Abstract:
Lettuce big vein is an important disease of lettuce (Lactuca sativa L.) wherever the crop is grown in cool-temperature areas. It has caused economically significant losses in New Zealand, Particularly in crops grown during the late autumn to early spring periods.
The causal agent is known to be transmitted by the soil fungus Olpidium brassicae, an obligate parasite.
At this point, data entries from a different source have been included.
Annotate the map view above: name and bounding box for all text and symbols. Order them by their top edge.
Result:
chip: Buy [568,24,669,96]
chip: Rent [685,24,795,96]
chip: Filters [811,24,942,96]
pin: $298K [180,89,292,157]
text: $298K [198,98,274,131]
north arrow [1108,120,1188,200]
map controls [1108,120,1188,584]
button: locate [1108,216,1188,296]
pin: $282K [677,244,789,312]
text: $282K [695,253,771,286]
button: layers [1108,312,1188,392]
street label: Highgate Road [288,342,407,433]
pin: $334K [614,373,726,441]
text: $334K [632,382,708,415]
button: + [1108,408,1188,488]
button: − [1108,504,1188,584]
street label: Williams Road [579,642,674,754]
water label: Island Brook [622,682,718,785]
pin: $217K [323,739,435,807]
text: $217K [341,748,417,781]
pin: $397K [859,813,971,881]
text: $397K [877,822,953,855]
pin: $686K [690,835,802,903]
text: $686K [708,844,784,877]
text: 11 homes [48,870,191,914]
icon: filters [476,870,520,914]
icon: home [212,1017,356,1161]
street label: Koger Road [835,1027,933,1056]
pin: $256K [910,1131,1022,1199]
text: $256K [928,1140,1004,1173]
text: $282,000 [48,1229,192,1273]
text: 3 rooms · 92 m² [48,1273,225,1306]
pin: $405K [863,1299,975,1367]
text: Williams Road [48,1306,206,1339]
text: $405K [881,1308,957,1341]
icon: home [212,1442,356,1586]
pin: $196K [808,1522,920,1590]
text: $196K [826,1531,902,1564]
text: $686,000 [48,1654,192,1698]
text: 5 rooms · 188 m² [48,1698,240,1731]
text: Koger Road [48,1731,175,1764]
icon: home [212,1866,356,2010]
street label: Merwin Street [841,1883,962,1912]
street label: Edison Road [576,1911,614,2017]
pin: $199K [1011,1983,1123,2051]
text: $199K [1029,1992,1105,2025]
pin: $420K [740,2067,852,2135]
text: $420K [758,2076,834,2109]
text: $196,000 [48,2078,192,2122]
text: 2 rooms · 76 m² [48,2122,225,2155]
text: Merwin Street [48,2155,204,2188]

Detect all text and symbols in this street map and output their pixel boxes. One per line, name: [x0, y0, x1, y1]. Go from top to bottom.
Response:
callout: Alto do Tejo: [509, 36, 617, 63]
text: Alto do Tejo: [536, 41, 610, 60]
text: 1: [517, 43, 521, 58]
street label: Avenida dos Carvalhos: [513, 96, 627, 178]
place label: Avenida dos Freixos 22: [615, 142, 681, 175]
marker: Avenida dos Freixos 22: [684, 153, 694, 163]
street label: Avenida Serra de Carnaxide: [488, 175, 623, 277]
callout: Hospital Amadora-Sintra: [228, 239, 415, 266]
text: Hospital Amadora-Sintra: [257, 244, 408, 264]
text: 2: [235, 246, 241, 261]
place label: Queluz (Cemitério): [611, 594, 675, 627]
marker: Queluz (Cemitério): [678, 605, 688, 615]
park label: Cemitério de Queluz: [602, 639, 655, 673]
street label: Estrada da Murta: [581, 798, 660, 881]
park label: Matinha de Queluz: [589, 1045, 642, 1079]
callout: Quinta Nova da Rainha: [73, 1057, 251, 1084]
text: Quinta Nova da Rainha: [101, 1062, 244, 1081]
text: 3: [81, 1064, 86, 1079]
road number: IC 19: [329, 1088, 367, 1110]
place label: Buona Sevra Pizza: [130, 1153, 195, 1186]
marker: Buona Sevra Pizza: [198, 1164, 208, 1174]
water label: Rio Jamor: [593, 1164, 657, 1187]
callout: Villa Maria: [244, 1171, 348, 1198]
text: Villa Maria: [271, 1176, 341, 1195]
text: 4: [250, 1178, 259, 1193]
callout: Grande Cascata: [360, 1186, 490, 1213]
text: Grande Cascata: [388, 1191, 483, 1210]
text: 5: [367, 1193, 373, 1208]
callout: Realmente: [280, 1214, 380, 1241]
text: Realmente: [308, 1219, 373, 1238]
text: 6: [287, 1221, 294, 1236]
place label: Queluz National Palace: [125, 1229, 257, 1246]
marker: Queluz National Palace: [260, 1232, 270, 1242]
Although several types of microorganism have been implicated in LBV disease, noon has been proven to be the causal agent.
In vitro culture experiments showed that the causal agent is distributed systemically throughout the plants. The in vitro cultured plants continued to exhibit LBV symptoms for six successive generations in the absence of the fungal vector.
It has found that the lettuce big vein diseased state is associated with elevated rates of ethylene synthesis. Whether the disease symptoms are due to the elevated ethylene biosynthesis or the cause of it, was not determined.
Nucleic acids from healthy and LBV-diseased plants were analysed by molecular hybridisation and gel electrophoresis. No evidence was obtained to suggest that a viroid was involved in LBV disease. However, gel electrophoretic analysis consistently detected double-stranded RNA in extracts from LBV-diseased tissue, but only when plants had been grown at low temperatures.
One dsRNA pattern comprising 11 components in approximately equimolar concentrations, resembles the polyacrylamide gel electrophoretic patterns of the dsRNA genomes of members of the Phytoreovirus genus. A second pattern, comprising up to 13 components, was more frequently isolated.
Virus or virus-like particles were not detected consistently in LBV-diseased tissue or in the O. brassicae vector. Numerous cytoplasmic inclusions were fond in LBV-diseased tissue but as they were also found occasionally in plants known to be free of LBV they were not considered to represent the causal agent.